**TRY IT**
Line by line, transcribe the data below exactly and pass over the images.
•••
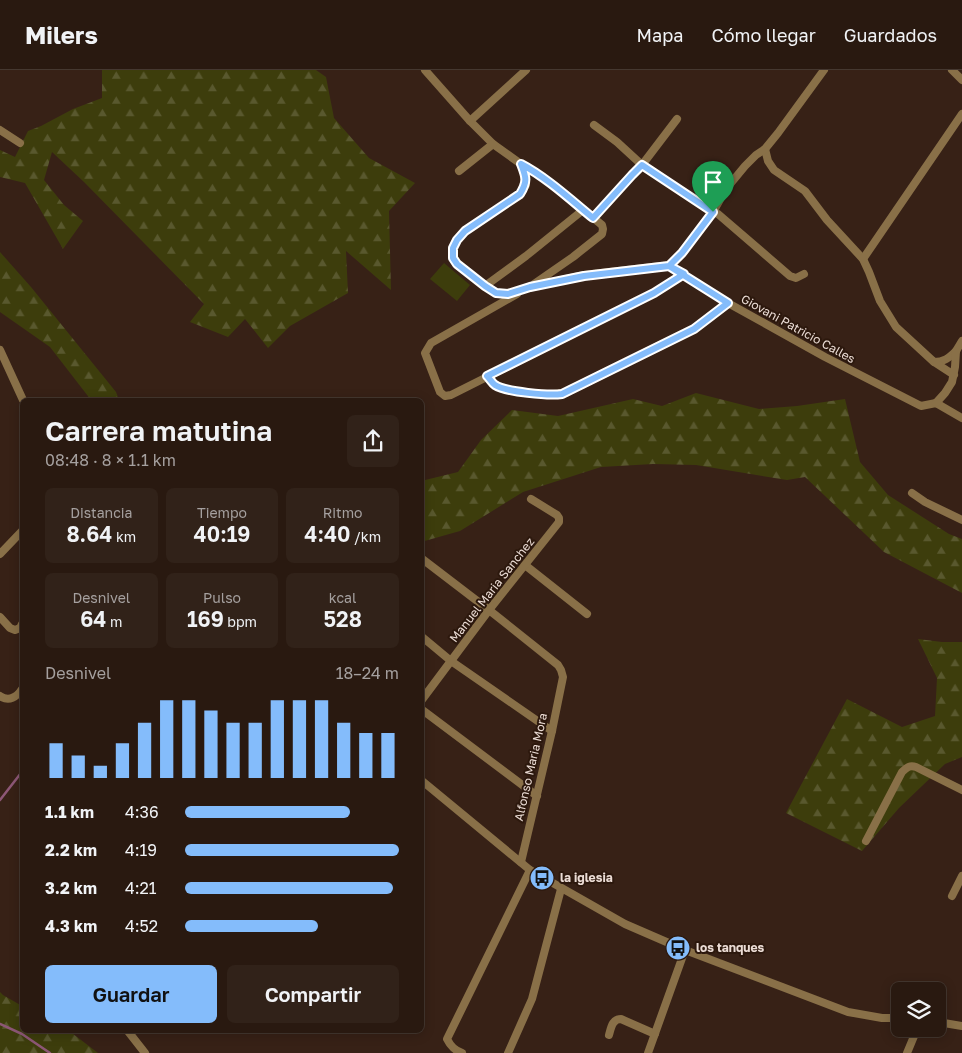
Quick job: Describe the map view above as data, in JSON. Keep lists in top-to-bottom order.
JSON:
{
  "streets": {
    "street": ["Giovani Patricio Calles", "Manuel Maria Sanchez", "Alfonso Maria Mora"]
  },
  "crossings": [
    ["Manuel Maria Sanchez", "Alfonso Maria Mora"]
  ],
  "places": {
    "bus stop": ["la iglesia", "los tanques"]
  },
  "page": {
    "header": "Milers",
    "nav": ["Mapa", "Cómo llegar", "Guardados"],
    "heading": ["Carrera matutina", "08:48 · 8 × 1.1 km"],
    "stats": [
      ["Distancia", "8.64 km"],
      ["Tiempo", "40:19"],
      ["Ritmo", "4:40 /km"],
      ["Desnivel", "64 m"],
      ["Pulso", "169 bpm"],
      ["kcal", "528"]
    ],
    "chart": ["Desnivel", "18–24 m"],
    "list": [
      {
        "name": "1.1 km",
        "note": "4:36"
      },
      {
        "name": "2.2 km",
        "note": "4:19"
      },
      {
        "name": "3.2 km",
        "note": "4:21"
      },
      {
        "name": "4.3 km",
        "note": "4:52"
      }
    ],
    "buttons": ["Guardar", "Compartir"]
  }
}
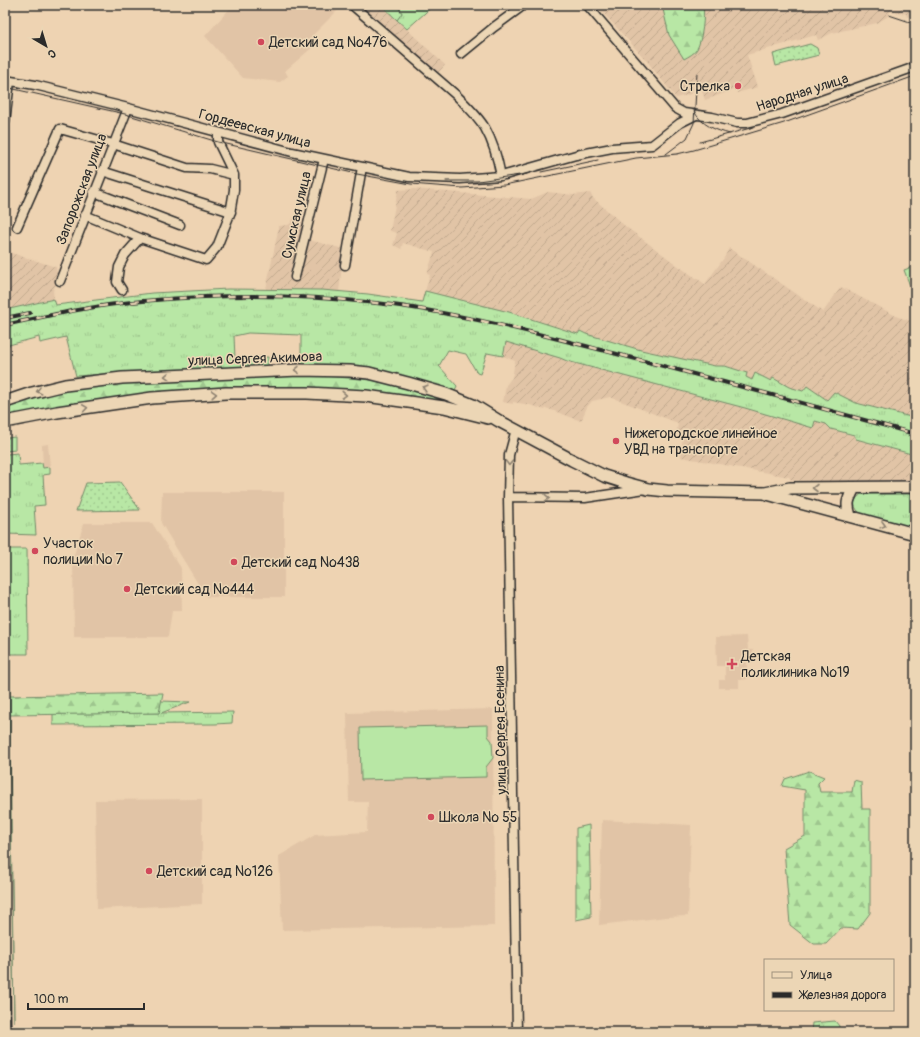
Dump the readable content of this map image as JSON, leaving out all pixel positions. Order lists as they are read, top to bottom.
{
  "streets": {
    "main road": ["улица Сергея Акимова"],
    "street": [
      "Народная улица",
      "Гордеевская улица",
      "Запорожская улица",
      "Сумская улица",
      "улица Сергея Есенина"
    ]
  },
  "crossings": [
    ["Народная улица", "Гордеевская улица"],
    ["Гордеевская улица", "Запорожская улица"],
    ["Гордеевская улица", "Сумская улица"],
    ["улица Сергея Акимова", "улица Сергея Есенина"]
  ],
  "places": {
    "other": [
      "Детский сад №476",
      "Стрелка",
      "Нижегородское линейное УВД на транспорте",
      "Участок полиции № 7",
      "Детский сад №438",
      "Детский сад №444",
      "Школа № 55",
      "Детский сад №126"
    ],
    "health": ["Детская поликлиника №19"]
  },
  "legend": ["Улица", "Железная дорога"],
  "scale_bar": "100 m",
  "north": "bottom right"
}
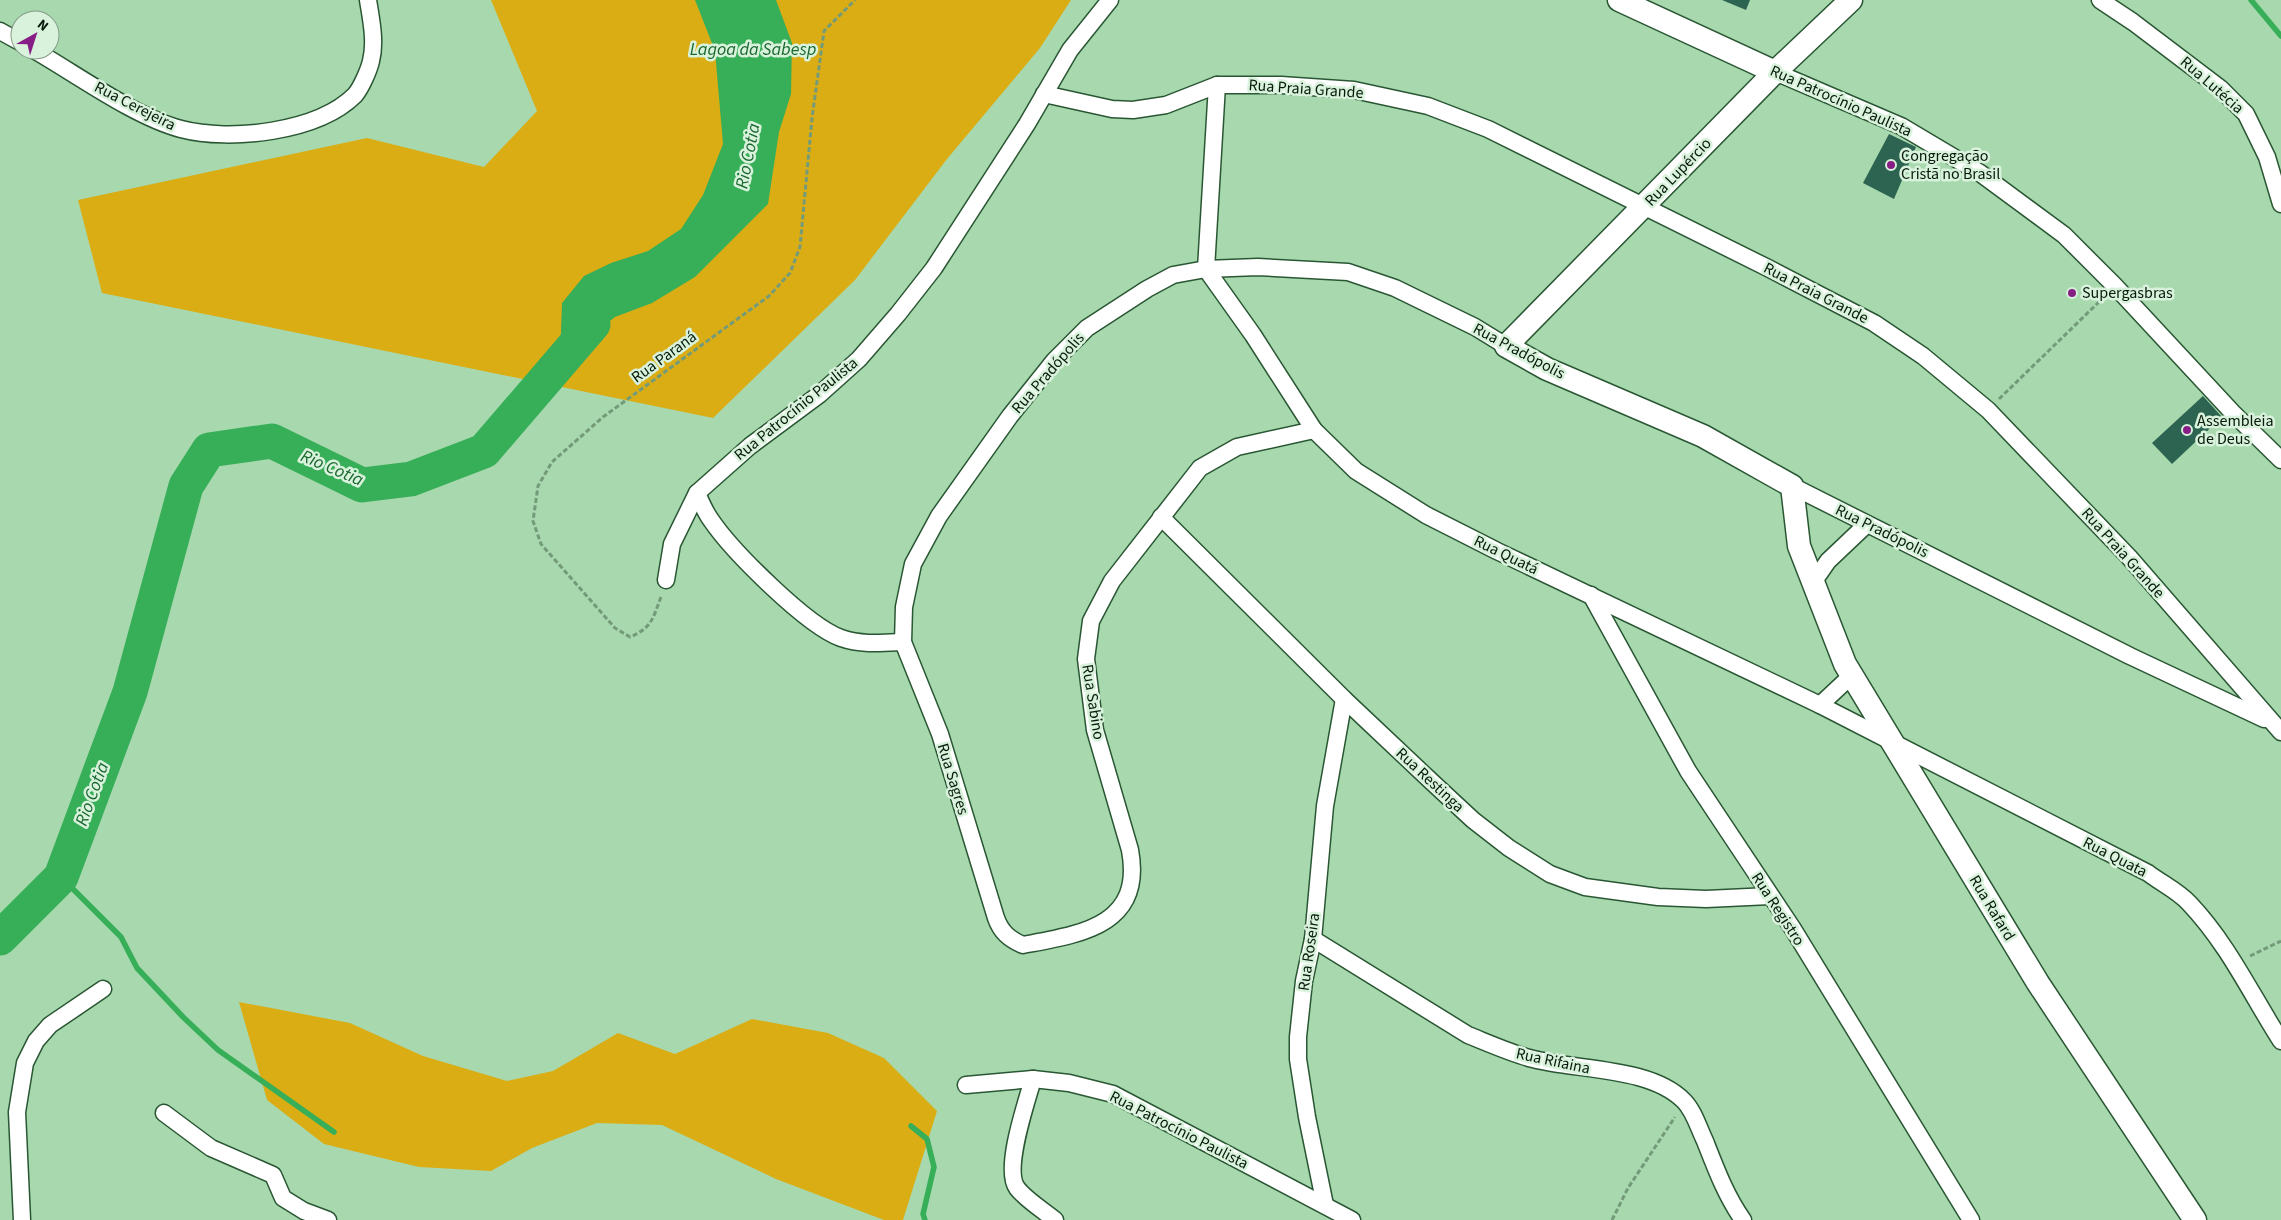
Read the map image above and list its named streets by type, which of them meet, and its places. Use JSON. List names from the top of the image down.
{
  "streets": {
    "street": [
      "Rua Lutécia",
      "Rua Praia Grande",
      "Rua Patrocínio Paulista",
      "Rua Cerejeira",
      "Rua Lupércio",
      "Rua Pradópolis",
      "Rua Quatá",
      "Rua Sabino",
      "Rua Sagres",
      "Rua Restinga",
      "Rua Quata",
      "Rua Rafard",
      "Rua Registro",
      "Rua Roseira",
      "Rua Rifaina"
    ],
    "path": ["Rua Paraná"]
  },
  "crossings": [
    ["Rua Praia Grande", "Rua Patrocínio Paulista"],
    ["Rua Praia Grande", "Rua Lupércio"],
    ["Rua Praia Grande", "Rua Pradópolis"],
    ["Rua Patrocínio Paulista", "Rua Lupércio"],
    ["Rua Patrocínio Paulista", "Rua Roseira"],
    ["Rua Lupércio", "Rua Pradópolis"],
    ["Rua Pradópolis", "Rua Quatá"],
    ["Rua Pradópolis", "Rua Sagres"],
    ["Rua Pradópolis", "Rua Rafard"],
    ["Rua Quatá", "Rua Sabino"],
    ["Rua Quatá", "Rua Quata"],
    ["Rua Quatá", "Rua Rafard"],
    ["Rua Quatá", "Rua Registro"],
    ["Rua Sabino", "Rua Sagres"],
    ["Rua Sabino", "Rua Restinga"],
    ["Rua Restinga", "Rua Registro"],
    ["Rua Restinga", "Rua Roseira"],
    ["Rua Quata", "Rua Rafard"],
    ["Rua Roseira", "Rua Rifaina"]
  ],
  "water": ["Lagoa da Sabesp", "Rio Cotia"],
  "places": ["Congregação Cristã no Brasil", "Supergasbras", "Assembleia de Deus"],
  "north": "top right"
}
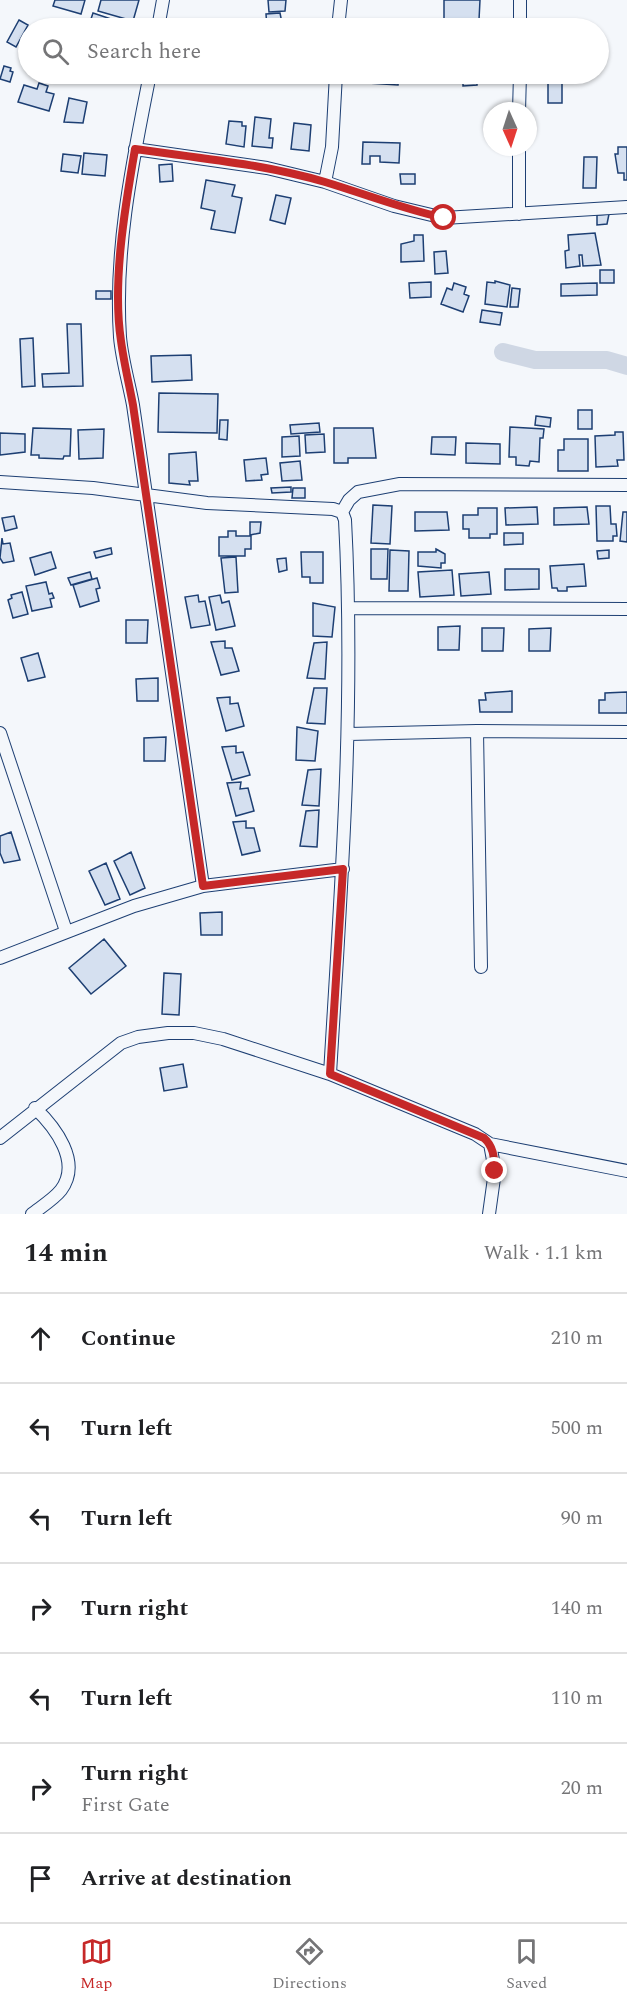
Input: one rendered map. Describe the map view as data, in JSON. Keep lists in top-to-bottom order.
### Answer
{
  "north": "bottom",
  "page": {
    "search": "Search here",
    "heading": ["14 min", "Walk · 1.1 km"],
    "list": [
      ["Continue", "210 m"],
      ["Turn left", "500 m"],
      ["Turn left", "90 m"],
      ["Turn right", "140 m"],
      ["Turn left", "110 m"],
      ["Turn right", "First Gate", "20 m"],
      "Arrive at destination"
    ],
    "nav": ["Map", "Directions", "Saved"]
  }
}
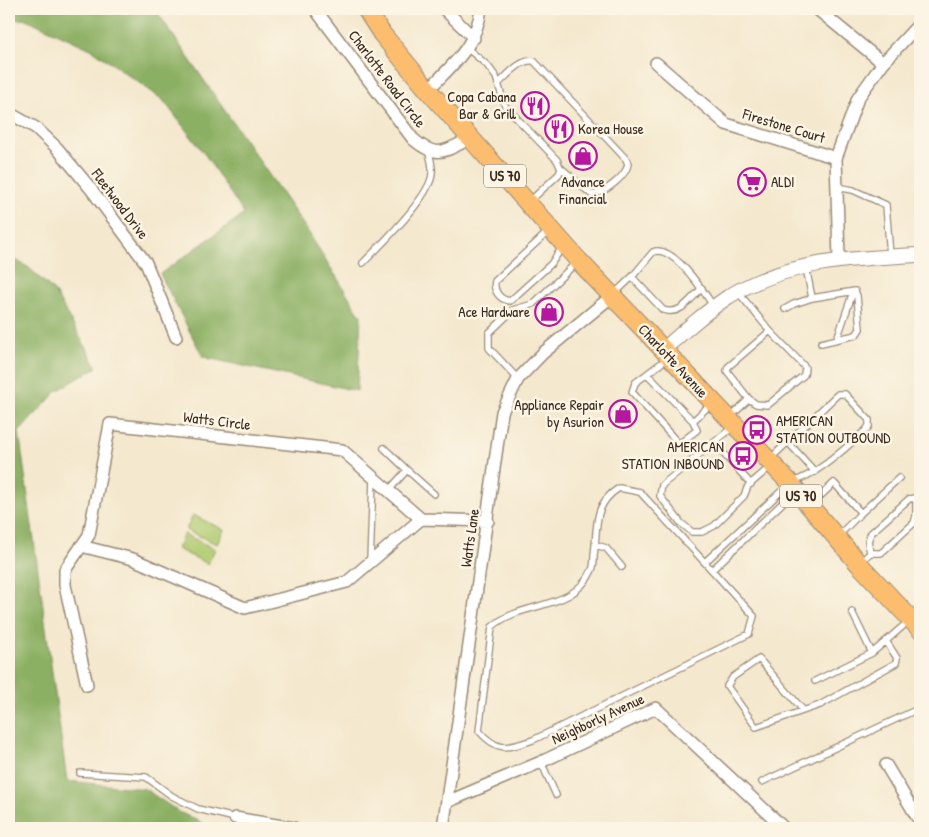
•••
**WRITTEN RESPONSE**
Quick job: Describe the map view above as data, in JSON. Keep lists in top-to-bottom order.
JSON:
{
  "streets": {
    "street": ["Giovani Patricio Calles", "Manuel Maria Sanchez", "Alfonso Maria Mora"]
  },
  "crossings": [
    ["Manuel Maria Sanchez", "Alfonso Maria Mora"]
  ],
  "places": {
    "bus stop": ["la iglesia", "los tanques"]
  },
  "page": {
    "header": "Milers",
    "nav": ["Mapa", "Cómo llegar", "Guardados"],
    "heading": ["Carrera matutina", "08:48 · 8 × 1.1 km"],
    "stats": [
      ["Distancia", "8.64 km"],
      ["Tiempo", "40:19"],
      ["Ritmo", "4:40 /km"],
      ["Desnivel", "64 m"],
      ["Pulso", "169 bpm"],
      ["kcal", "528"]
    ],
    "chart": ["Desnivel", "18–24 m"],
    "list": [
      {
        "name": "1.1 km",
        "note": "4:36"
      },
      {
        "name": "2.2 km",
        "note": "4:19"
      },
      {
        "name": "3.2 km",
        "note": "4:21"
      },
      {
        "name": "4.3 km",
        "note": "4:52"
      }
    ],
    "buttons": ["Guardar", "Compartir"]
  }
}
Dump the readable content of this map image as JSON, leaving out all pixel positions. Order lists as they are read, top to bottom.
{
  "streets": {
    "main road": ["улица Сергея Акимова"],
    "street": [
      "Народная улица",
      "Гордеевская улица",
      "Запорожская улица",
      "Сумская улица",
      "улица Сергея Есенина"
    ]
  },
  "crossings": [
    ["Народная улица", "Гордеевская улица"],
    ["Гордеевская улица", "Запорожская улица"],
    ["Гордеевская улица", "Сумская улица"],
    ["улица Сергея Акимова", "улица Сергея Есенина"]
  ],
  "places": {
    "other": [
      "Детский сад №476",
      "Стрелка",
      "Нижегородское линейное УВД на транспорте",
      "Участок полиции № 7",
      "Детский сад №438",
      "Детский сад №444",
      "Школа № 55",
      "Детский сад №126"
    ],
    "health": ["Детская поликлиника №19"]
  },
  "legend": ["Улица", "Железная дорога"],
  "scale_bar": "100 m",
  "north": "bottom right"
}
Read the map image above and list its named streets by type, which of them meet, and its places. Use JSON. List names from the top of the image down.
{
  "streets": {
    "street": [
      "Rua Lutécia",
      "Rua Praia Grande",
      "Rua Patrocínio Paulista",
      "Rua Cerejeira",
      "Rua Lupércio",
      "Rua Pradópolis",
      "Rua Quatá",
      "Rua Sabino",
      "Rua Sagres",
      "Rua Restinga",
      "Rua Quata",
      "Rua Rafard",
      "Rua Registro",
      "Rua Roseira",
      "Rua Rifaina"
    ],
    "path": ["Rua Paraná"]
  },
  "crossings": [
    ["Rua Praia Grande", "Rua Patrocínio Paulista"],
    ["Rua Praia Grande", "Rua Lupércio"],
    ["Rua Praia Grande", "Rua Pradópolis"],
    ["Rua Patrocínio Paulista", "Rua Lupércio"],
    ["Rua Patrocínio Paulista", "Rua Roseira"],
    ["Rua Lupércio", "Rua Pradópolis"],
    ["Rua Pradópolis", "Rua Quatá"],
    ["Rua Pradópolis", "Rua Sagres"],
    ["Rua Pradópolis", "Rua Rafard"],
    ["Rua Quatá", "Rua Sabino"],
    ["Rua Quatá", "Rua Quata"],
    ["Rua Quatá", "Rua Rafard"],
    ["Rua Quatá", "Rua Registro"],
    ["Rua Sabino", "Rua Sagres"],
    ["Rua Sabino", "Rua Restinga"],
    ["Rua Restinga", "Rua Registro"],
    ["Rua Restinga", "Rua Roseira"],
    ["Rua Quata", "Rua Rafard"],
    ["Rua Roseira", "Rua Rifaina"]
  ],
  "water": ["Lagoa da Sabesp", "Rio Cotia"],
  "places": ["Congregação Cristã no Brasil", "Supergasbras", "Assembleia de Deus"],
  "north": "top right"
}
Input: one rendered map. Describe the map view as data, in JSON. Keep lists in top-to-bottom order.
### Answer
{
  "north": "bottom",
  "page": {
    "search": "Search here",
    "heading": ["14 min", "Walk · 1.1 km"],
    "list": [
      ["Continue", "210 m"],
      ["Turn left", "500 m"],
      ["Turn left", "90 m"],
      ["Turn right", "140 m"],
      ["Turn left", "110 m"],
      ["Turn right", "First Gate", "20 m"],
      "Arrive at destination"
    ],
    "nav": ["Map", "Directions", "Saved"]
  }
}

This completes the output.